TASK:
Return every line of the entries that includes the word "busNames".

SUPPLIED MATERIAL:
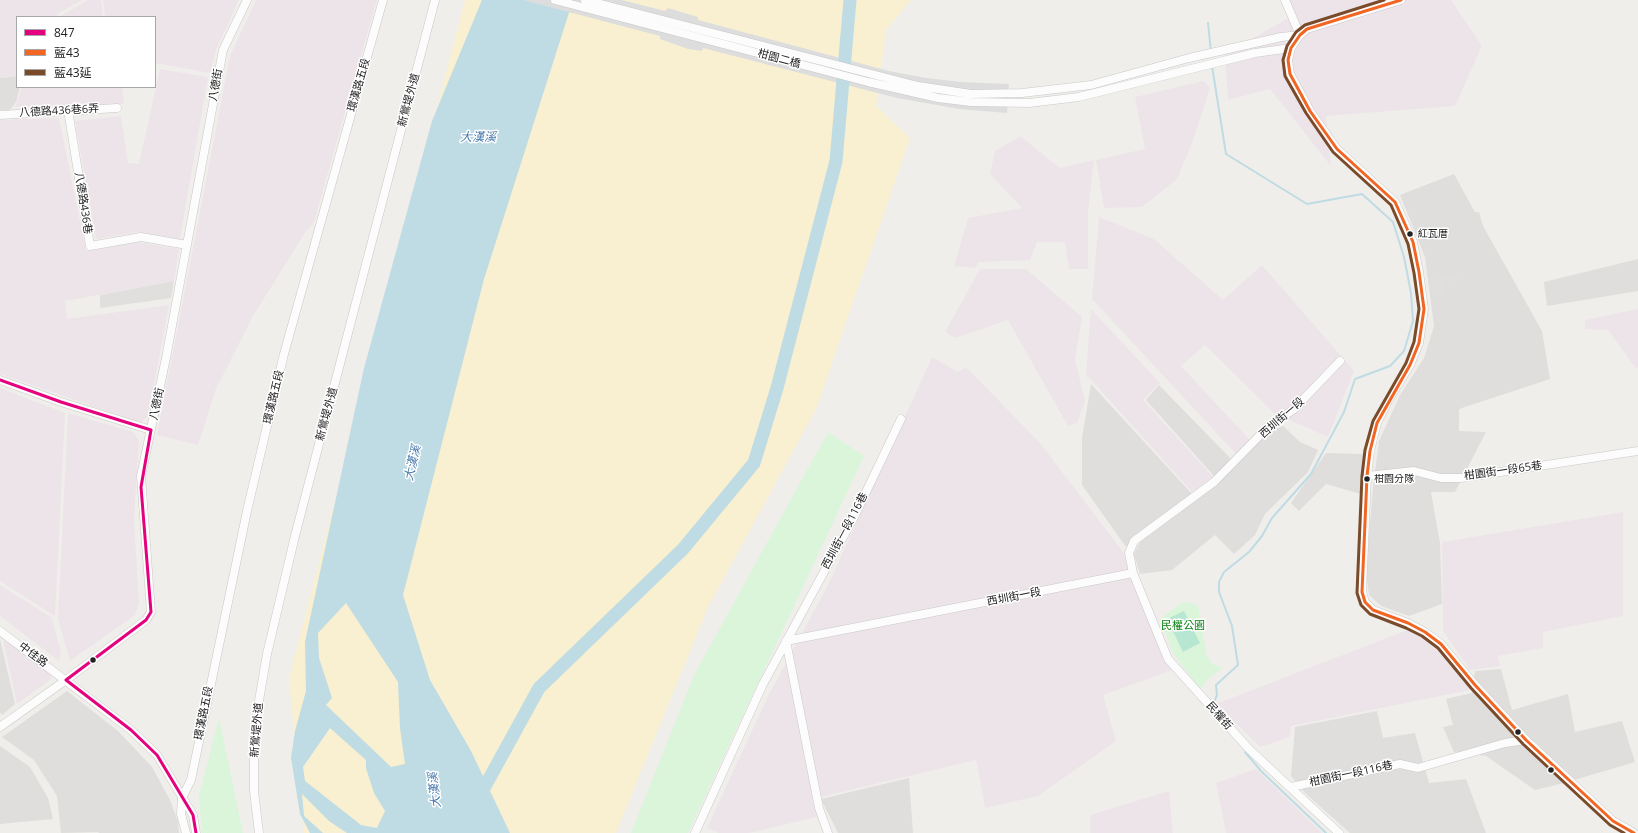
<!DOCTYPE html>
<html>
<head>
<meta charset="utf-8">
<style>
  body { margin:0 }
  #map { position:relative; width:1638px; height:833px; overflow:hidden; background:#f0eeeb; font-family:"Open Sans","Noto Sans TC",sans-serif }
  canvas { display:block }
  .legend { position:absolute; left:16px; top:16px; width:140px; height:72px; box-sizing:border-box; background:#fff; border:1px solid #a7a7a7; margin:0; padding:5px 7px; list-style:none; font-size:12px; color:#222 }
  .legend li { display:flex; align-items:center; gap:8px; height:20px }
  .legend b { width:20px; border:1px solid #a7a7a7 }
</style>
</head>
<body>
<div id="map">
<canvas width="1638" height="833"></canvas>
<ul class="legend">
<li><b style="height:5px;background:#e5007d"></b>847</li>
<li><b style="height:5px;background:#f26522"></b>藍43</li>
<li><b style="height:5px;background:#7a4b2a"></b>藍43延</li>
</ul>
</div>
<script>
const ctx = document.querySelector('canvas').getContext('2d');
ctx.lineJoin = 'round';
function paint(path, color) { ctx.fillStyle = color; ctx.fill(path, 'evenodd'); }
const toPath = rows => new Path2D(rows.map(r => 'M' + r).join(''));
function trace(path, color, width, dash) { ctx.strokeStyle = color; ctx.lineWidth = width; ctx.lineCap = dash ? 'butt' : 'round'; ctx.setLineDash(dash || []); ctx.stroke(path); }
function label(font, color, halo, rows, align = 'center') {
  ctx.font = font + ' "Open Sans","Noto Sans TC",sans-serif'; ctx.lineWidth = 3; ctx.setLineDash([]); ctx.textBaseline = 'middle'; ctx.strokeStyle = halo; ctx.fillStyle = color; for (const [text, x, y, turn = 0] of rows) {
    ctx.save(); ctx.translate(x, y); ctx.rotate((+turn || 0) * Math.PI / 180); ctx.textAlign = isNaN(turn) ? turn : align; if (halo) ctx.strokeText(text, 0, 0); ctx.fillText(text, 0, 0); ctx.restore();
  }
}
const residential = toPath([
  [17,76,17,87,20,87,16,102,10,110,0,110,0,78],
  [1454,174,1475,212,1479,212,1483,226,1542,331,1550,379,1459,409,1459,431,1486,432,1455,492,1431,492,1440,543,1442,604,1409,616,1381,606,1369,595,1366,573,1373,487,1379,441,1400,395,1424,358,1434,326,1425,257,1400,195],
  [1638,259,1638,291,1547,306,1544,282],
  [1091,384,1192,494,1126,547,1082,485,1082,438],
  [1159,385,1231,459,1214,476,1146,400],
  [1283,426,1300,442,1318,450,1308,472,1265,514,1255,535,1234,554,1215,535,1172,570,1140,574,1134,554,1140,542,1160,527,1272,430],
  [1326,453,1365,454,1361,494,1326,484,1299,511,1291,503],
  [0,639,15,704,2,715,0,712],
  [1501,669,1512,710,1568,694,1575,732,1622,721,1635,762,1564,783,1535,790,1486,756,1454,752,1443,727,1453,725,1446,699,1472,693,1475,671],
  [67,691,118,731,152,767,170,800,178,822,179,833,99,833,98,832,61,833,57,796,34,760,2,737],
  [1377,711,1383,738,1415,733,1429,783,1466,779,1486,833,1350,833,1305,793,1291,776,1295,727],
  [0,746,30,767,48,798,53,819,0,824],
  [909,778,913,833,838,833,821,799]
]);
const industrial = toPath([
  [0,0,82,0,57,14,57,17,17,17,17,76,0,78],
  [88,0,101,0,103,17,59,17],
  [103,0,239,0,216,50,210,73,155,63,155,17,105,17],
  [256,0,377,0,314,222,305,233,253,316,216,389,198,445,157,435,230,56],
  [1289,0,1451,0,1482,46,1455,106,1326,116,1331,166,1270,89,1228,100,1225,54,1290,17],
  [160,69,208,77,180,239,138,232,96,239,75,121,121,116,128,163,139,164],
  [1204,81,1210,88,1192,143,1177,179,1142,207,1104,208,1096,160,1145,149,1135,97],
  [22,87,122,87,124,104,15,107],
  [59,118,86,251,137,242,179,249,174,281,65,301,67,319,169,305,148,416,141,423,0,374,0,120],
  [1020,136,1060,168,1094,160,1088,212,1088,269,1069,269,1065,242,1037,242,1030,260,979,262,975,268,954,266,968,218,1022,208,990,174,995,151],
  [1099,217,1154,239,1223,300,1262,265,1354,371,1328,437,1274,413,1205,345,1181,366,1251,441,1237,455,1092,299],
  [980,269,1026,269,1082,317,1075,359,1085,401,1077,423,1068,426,1008,320,955,338,945,332],
  [1091,309,1160,383,1143,400,1213,477,1193,493,1086,374],
  [1638,309,1638,367,1636,368,1608,330,1585,329,1585,320],
  [932,357,958,372,966,367,1040,443,1123,552,1132,580,1172,670,1103,695,1116,741,1038,796,985,808,976,760,812,799,817,817,749,833,719,833,707,828,768,696,828,585],
  [0,388,65,413,55,616,0,581],
  [68,413,133,432,139,440,134,520,139,602,135,615,70,661,58,619],
  [1623,512,1623,616,1543,632,1543,648,1498,656,1500,666,1470,670,1443,631,1442,542],
  [0,585,52,618,61,652,59,661,0,616],
  [1410,629,1439,649,1470,690,1291,726,1290,737,1260,747,1216,704],
  [3,640,52,673,50,680,17,704],
  [1256,769,1322,833,1226,833,1216,783],
  [1169,791,1173,833,1090,833,1090,815]
]);
const sand = toPath([
  [465,0,911,0,886,30,876,106,910,138,816,409,708,607,616,833,304,833,289,679]
]);
const park = toPath([
  [828,432,864,456,688,833,631,833,694,675],
  [1189,602,1198,606,1207,657,1214,665,1223,668,1209,678,1200,689,1173,653,1160,619,1181,603],
  [219,718,243,833,202,833,199,795]
]);
const pitch = toPath([
  [1184,611,1200,643,1183,652,1167,619]
]);
const parking = toPath([
  [1460,275,1461,280,1444,282,1446,294,1432,296,1430,279],
  [174,281,171,298,100,308,100,295]
]);
const water = toPath([
  [482,0,573,0,484,279,403,595,430,680,471,751,510,833,347,833,329,821,302,794,304,816,323,833,310,833,300,814,291,758,295,731,306,691,305,642,364,368,432,121],
  [346,603,398,682,400,728,405,764,391,767,326,705,332,698,319,658,318,633],
  [330,728,366,760,366,768,374,793,385,811,377,828,361,825,305,781,303,767]
]);
const pier = toPath([
  [523,0,622,0,665,11,668,8,698,17,698,20,889,71,926,78,961,82,1009,84,1007,113,959,109,897,98,703,48,702,51,688,49,660,39,660,36]
]);
const stream = toPath([
  [1208,23,1211,52],
  [1212,66,1226,154,1307,204,1362,194,1393,222,1404,257,1411,293,1413,321,1404,351,1390,366,1355,379,1344,412,1311,474,1272,518,1262,536,1249,552,1224,572,1219,582,1219,592,1232,626,1238,665,1216,685,1217,695,1214,702],
  [1245,752,1261,771,1326,833]
]);
const river = toPath([
  [478,799,539,688,683,549,754,463,777,388,836,161,850,0]
]);
const minor = toPath([
  [555,0,868,82,938,98,971,102,1029,103,1079,97,1255,53,1291,48],
  [585,0,918,86,971,94,1022,93,1091,85,1189,58,1281,37,1300,35,1285,0],
  [1401,0,1307,29,1300,35,1291,48,1288,60,1290,74,1310,111,1337,149,1395,202,1413,242,1419,272,1424,309,1419,343,1410,365,1388,401,1377,423,1370,451,1367,476,1362,592,1365,602,1373,610,1408,623,1425,632,1441,644,1475,685,1526,740,1613,821,1634,833],
  [68,110,90,246,141,237,187,245],
  [0,115,117,108],
  [0,380,61,402,151,430],
  [1367,476,1414,471,1441,478,1461,478,1638,451],
  [0,631,131,730,157,755,193,815,196,833],
  [786,641,1133,573],
  [786,641,819,808,828,833],
  [0,727,66,680,146,620,151,612,141,476,166,358,223,50,247,0],
  [1291,787,1400,764,1418,768,1505,743,1526,740],
  [186,833,181,814,182,798,191,780,247,511,284,354,383,0],
  [259,833,254,791,254,752,257,712,267,654,295,536,435,0],
  [695,833,763,684,855,515,901,419],
  [1339,833,1249,749,1168,659,1133,573,1129,553,1134,541,1214,482,1269,426,1293,410,1340,361]
]);
const bus1 = toPath([
  [0,380,61,402,151,430],
  [66,680,146,620,151,612,141,487,151,430],
  [66,680,131,730,157,755,193,815,196,833]
]);
const bus2 = toPath([
  [1401,0,1307,29,1300,35,1291,48,1288,60,1290,74,1310,111,1337,149,1395,202,1413,242,1419,272,1424,309,1419,343,1410,365,1377,423,1370,451,1367,476,1362,592,1365,602,1373,610,1408,623,1425,632,1441,644,1475,685,1526,740,1613,821,1634,833]
]);
const bus3 = toPath([
  [1384,0,1305,25,1296,32,1287,46,1283,60,1285,76,1306,113,1333,152,1391,205,1408,244,1414,273,1419,309,1414,342,1406,363,1373,421,1365,450,1362,476,1357,593,1361,605,1370,614,1406,628,1422,636,1438,648,1471,688,1523,744,1610,825,1624,833]
]);
const markers = [
  [1410,234,3.5,"#222"],
  [1367,479,3.5,"#222"],
  [93,660,3.5,"#222"],
  [1518,732,3.5,"#222"],
  [1551,770,3.5,"#222"]
];
const busNames = [
  ["紅瓦厝",1418,234],
  ["柑園分隊",1374,479]
];
const streetNames = [
  ["柑園二橋",779,59,15],
  ["八德街",216,85,-80],
  ["環漢路五段",359,85,-74],
  ["新鶯堤外道",409,100,-75],
  ["八德路436巷6弄",59,111,-3],
  ["八德路436巷",83,203,81],
  ["環漢路五段",274,397,-77],
  ["八德街",157,404,-78],
  ["新鶯堤外道",327,414,-75],
  ["西圳街一段",1282,418,-41],
  ["柑園街一段65巷",1503,471,-8],
  ["西圳街一段116巷",845,531,-62],
  ["西圳街一段",1014,597,-11],
  ["中佳路",33,655,37],
  ["環漢路五段",204,713,-79],
  ["民權街",1219,716,48],
  ["新鶯堤外道",257,730,-85],
  ["柑園街一段116巷",1351,774,-12]
];
const parkNames = [
  ["民權公園",1183,626]
];
const waterNames = [
  ["大漢溪",478,138],
  ["大漢溪",413,463,-77],
  ["大漢溪",435,790,-96]
];
paint(residential, '#dfdedc');
paint(industrial, '#ede4e9');
paint(sand, '#f8f0d0');
paint(park, '#daf5da');
paint(pitch, '#b7e6d2');
paint(parking, '#e0dfde');
paint(water, '#bfdbe3');
paint(pier, '#dedddd');
trace(stream, '#bfdbe3', 2);
trace(river, '#bfdbe3', 13);
trace(minor, '#c9c8c7', 9);
trace(minor, '#fdfcfc', 8);
trace(bus1, '#e5007d', 3);
trace(bus2, '#f26522', 3);
trace(bus3, '#7a4b2a', 3);
for (const [x, y, r, color] of markers) { const dot = new Path2D(); dot.arc(x, y, r, 0, 2 * Math.PI); ctx.fillStyle = color; ctx.fill(dot); trace(dot, '#fff', 1.5); }
label('10px', '#222', '#fff', busNames, 'left');
label('11px', '#222', '#fff', streetNames);
label('11px', '#0c8416', '#fff', parkNames);
label('italic 12px', '#4a7aab', '#fff', waterNames);
</script>
</body>
</html>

SOLUTION:
const busNames = [
label('10px', '#222', '#fff', busNames, 'left');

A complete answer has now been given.